APDVS 2024 covered important topics for vascular surgery program directors, including the roles for coaching in program director positions, in-person versus virtual interviews for residency, the evolving curricula for vascular surgery trainees, the pros and cons of artificial intelligence and simulation in vascular surgery training, and more. Most of the sessions took place on April 5, culminating on April 6 with the annual business meeting where leadership bade farewell to Jason Lee, MD, as APDVS president, and Malachi Sheahan III, MD, as secretary-treasurer.
“It has been an absolute privilege and honor of mine to serve the APDVS and complete my term as president out of the [COVID-19] pandemic,” said Lee, who spent his term focusing on the educational environment for trainees and empowering program directors.
“Our terms began with an existential threat to our training programs,” commented Sheahan on the COVID-19 pandemic. “Quick coordination with the Vascular Surgery Board allowed for a case number waiver for any trainee unduly affected by the decreased number of elective procedures nationally. It is a testament to our training programs that not one graduate required the waiver. Our program directors also quickly adapted to virtual interviews, and rather than falter, vascular surgery became the fastest growing specialty in the Match in the years after the pandemic.”

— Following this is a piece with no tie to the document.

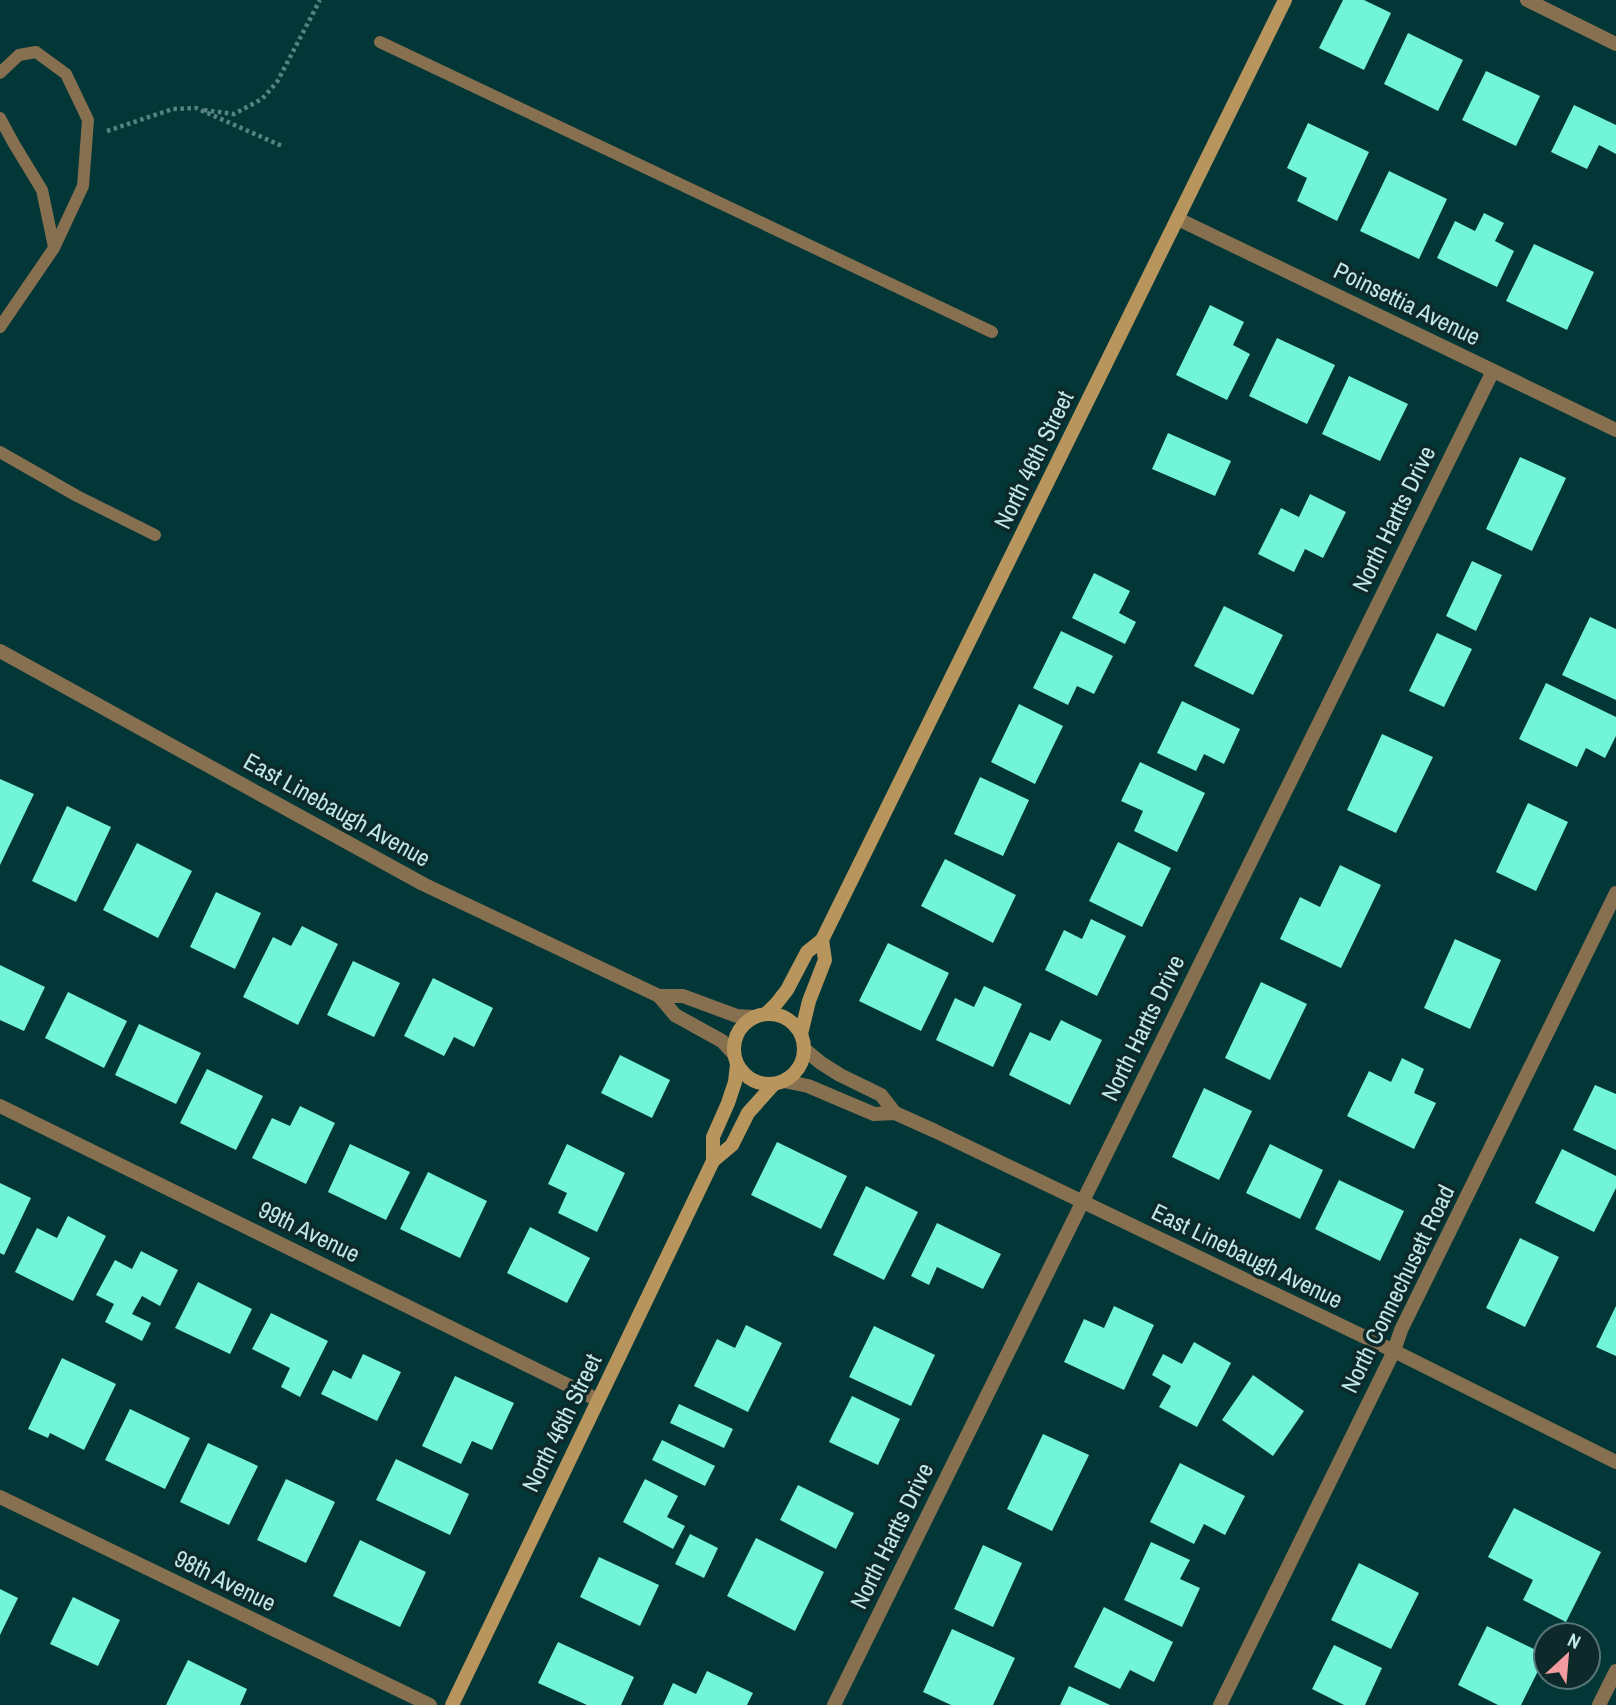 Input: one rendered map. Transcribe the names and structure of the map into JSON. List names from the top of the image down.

Sheahan has been involved with the APDVS for more than 10 years and refers to his four-year term as APDVS secretary-treasurer as the honor of a lifetime.

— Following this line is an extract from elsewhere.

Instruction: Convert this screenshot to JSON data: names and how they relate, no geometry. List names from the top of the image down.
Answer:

During the four years of Lee’s leadership, two as president-elect and two as president, the APDVS covered a lot of ground, including the triumphs during the pandemic. Throughout that time, the APDVS studied impact and alternative recruitment issues through the VISIT (Vascular In-Person for Students in the Match Trial) study, developed new programs, increased curricular resources for trainees and program directors, and worked within the COVERS (Coalition for Optimization of Vascular Surgery Trainees and Students) group to improve recruitment in the vascular surgery field.
“I am proud of all we have done in the past four years and look forward to learning more. We need to continue listening to our program directors and trainees to make the specialty even better than it already is,” said Lee, expressing his gratitude for the volunteerism and professionalism that APDVS brings to trainees.